*THE TASK*
Count lines, not occurrences: report how many lines in the records hold the string "function", and nothing else.

[Items listed in a dataset]
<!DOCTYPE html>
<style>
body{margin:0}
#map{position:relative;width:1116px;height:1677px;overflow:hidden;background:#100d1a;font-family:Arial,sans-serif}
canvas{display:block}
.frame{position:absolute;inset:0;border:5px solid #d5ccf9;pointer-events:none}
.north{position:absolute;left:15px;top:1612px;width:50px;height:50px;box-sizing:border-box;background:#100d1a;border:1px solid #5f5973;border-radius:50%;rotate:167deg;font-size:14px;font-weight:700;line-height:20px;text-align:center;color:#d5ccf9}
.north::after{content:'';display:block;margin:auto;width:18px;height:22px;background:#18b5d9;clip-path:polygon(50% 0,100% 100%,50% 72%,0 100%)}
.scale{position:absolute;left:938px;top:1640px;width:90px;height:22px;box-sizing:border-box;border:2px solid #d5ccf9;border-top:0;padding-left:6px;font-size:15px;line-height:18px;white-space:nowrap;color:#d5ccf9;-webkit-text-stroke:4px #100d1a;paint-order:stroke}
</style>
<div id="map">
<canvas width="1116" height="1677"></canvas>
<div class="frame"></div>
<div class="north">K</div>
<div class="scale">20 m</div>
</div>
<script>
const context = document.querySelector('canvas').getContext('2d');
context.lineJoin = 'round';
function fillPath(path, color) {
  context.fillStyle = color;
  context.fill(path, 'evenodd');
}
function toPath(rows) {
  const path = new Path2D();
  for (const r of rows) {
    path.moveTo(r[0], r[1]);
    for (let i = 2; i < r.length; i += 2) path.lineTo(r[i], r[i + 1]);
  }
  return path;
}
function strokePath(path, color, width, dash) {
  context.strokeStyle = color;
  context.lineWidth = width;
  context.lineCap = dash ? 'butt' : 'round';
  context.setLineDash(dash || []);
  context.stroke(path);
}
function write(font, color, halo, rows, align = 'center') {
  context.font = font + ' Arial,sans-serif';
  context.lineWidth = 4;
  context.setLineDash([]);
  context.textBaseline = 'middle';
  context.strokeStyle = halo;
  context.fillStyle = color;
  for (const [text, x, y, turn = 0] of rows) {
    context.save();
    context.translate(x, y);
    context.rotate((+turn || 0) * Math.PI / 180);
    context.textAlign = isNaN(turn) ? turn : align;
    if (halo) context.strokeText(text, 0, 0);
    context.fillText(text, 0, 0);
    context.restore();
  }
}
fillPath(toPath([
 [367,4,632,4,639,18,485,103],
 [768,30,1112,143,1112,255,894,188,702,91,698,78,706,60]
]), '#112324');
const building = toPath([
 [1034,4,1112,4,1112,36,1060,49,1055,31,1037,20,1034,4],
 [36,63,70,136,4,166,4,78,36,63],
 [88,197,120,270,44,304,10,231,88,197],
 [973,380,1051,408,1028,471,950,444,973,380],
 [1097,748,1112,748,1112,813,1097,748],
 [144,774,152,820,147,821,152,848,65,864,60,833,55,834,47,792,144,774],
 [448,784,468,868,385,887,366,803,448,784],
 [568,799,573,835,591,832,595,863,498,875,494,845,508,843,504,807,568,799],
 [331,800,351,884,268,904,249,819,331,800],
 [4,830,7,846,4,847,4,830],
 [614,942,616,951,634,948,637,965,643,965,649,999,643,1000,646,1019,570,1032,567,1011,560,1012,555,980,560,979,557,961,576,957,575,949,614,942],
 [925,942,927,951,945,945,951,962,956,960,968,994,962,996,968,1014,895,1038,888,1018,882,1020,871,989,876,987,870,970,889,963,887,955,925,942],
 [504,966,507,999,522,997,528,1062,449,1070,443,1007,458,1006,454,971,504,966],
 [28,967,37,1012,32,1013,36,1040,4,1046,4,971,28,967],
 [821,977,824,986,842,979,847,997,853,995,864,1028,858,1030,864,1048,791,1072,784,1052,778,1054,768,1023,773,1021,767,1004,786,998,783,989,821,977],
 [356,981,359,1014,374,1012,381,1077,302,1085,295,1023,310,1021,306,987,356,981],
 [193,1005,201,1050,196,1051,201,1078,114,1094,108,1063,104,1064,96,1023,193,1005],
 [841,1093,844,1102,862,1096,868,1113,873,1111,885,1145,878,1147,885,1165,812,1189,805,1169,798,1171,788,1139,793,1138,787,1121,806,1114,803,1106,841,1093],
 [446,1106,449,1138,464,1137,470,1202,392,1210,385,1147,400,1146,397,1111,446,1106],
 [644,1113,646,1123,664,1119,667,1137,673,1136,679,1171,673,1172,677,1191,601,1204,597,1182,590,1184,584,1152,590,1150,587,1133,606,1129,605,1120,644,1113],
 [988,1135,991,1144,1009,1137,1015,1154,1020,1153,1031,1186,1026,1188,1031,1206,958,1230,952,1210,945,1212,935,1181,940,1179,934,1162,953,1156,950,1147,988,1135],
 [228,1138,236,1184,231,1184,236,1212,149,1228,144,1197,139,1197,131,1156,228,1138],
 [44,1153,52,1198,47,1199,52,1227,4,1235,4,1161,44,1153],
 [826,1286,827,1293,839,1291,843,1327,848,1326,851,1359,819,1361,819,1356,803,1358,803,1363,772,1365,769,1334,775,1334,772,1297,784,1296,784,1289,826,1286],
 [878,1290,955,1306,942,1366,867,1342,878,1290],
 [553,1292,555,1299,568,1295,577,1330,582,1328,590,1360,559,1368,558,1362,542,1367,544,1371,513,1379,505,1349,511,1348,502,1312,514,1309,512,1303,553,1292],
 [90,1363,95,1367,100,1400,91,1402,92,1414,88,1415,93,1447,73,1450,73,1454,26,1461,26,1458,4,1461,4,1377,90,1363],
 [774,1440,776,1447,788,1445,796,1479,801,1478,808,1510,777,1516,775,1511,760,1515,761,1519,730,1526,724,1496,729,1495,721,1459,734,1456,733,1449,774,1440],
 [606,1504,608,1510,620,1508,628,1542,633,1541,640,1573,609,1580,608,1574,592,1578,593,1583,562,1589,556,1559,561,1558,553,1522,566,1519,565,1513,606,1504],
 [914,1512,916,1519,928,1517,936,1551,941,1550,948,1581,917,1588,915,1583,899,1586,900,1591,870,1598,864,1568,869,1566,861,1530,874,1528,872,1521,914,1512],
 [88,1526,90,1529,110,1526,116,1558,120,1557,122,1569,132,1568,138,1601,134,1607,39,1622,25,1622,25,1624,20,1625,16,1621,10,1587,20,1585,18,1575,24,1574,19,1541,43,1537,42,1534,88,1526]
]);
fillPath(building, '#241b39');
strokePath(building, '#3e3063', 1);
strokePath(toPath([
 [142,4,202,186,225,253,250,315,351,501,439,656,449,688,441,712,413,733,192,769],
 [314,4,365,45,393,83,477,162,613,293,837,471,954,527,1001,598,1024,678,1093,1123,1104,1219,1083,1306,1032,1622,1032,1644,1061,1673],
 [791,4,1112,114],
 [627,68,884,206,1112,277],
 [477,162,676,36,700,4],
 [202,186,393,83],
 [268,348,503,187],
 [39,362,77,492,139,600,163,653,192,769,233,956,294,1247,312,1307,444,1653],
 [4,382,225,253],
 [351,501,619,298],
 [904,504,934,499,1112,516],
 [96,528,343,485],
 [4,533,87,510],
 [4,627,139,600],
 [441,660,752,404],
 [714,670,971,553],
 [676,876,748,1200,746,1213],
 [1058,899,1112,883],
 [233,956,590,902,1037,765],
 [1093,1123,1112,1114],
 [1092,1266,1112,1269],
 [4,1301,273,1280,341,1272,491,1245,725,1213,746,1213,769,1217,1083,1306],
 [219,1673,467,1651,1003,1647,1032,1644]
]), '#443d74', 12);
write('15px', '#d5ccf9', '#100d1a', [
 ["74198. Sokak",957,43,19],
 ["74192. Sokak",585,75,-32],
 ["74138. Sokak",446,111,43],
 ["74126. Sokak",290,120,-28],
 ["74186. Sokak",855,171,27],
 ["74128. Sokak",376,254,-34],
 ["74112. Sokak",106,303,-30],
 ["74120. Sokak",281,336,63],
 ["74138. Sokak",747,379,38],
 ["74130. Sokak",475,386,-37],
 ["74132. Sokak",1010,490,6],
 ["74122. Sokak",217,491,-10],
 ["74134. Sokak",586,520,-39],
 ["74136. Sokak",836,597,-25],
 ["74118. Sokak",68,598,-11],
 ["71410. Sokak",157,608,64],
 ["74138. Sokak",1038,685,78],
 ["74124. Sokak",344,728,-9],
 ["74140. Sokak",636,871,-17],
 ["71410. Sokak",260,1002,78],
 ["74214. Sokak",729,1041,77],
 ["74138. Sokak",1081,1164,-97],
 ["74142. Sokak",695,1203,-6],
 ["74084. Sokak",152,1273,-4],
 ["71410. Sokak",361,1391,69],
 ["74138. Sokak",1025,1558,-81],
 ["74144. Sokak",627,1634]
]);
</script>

*RESPONSE*
4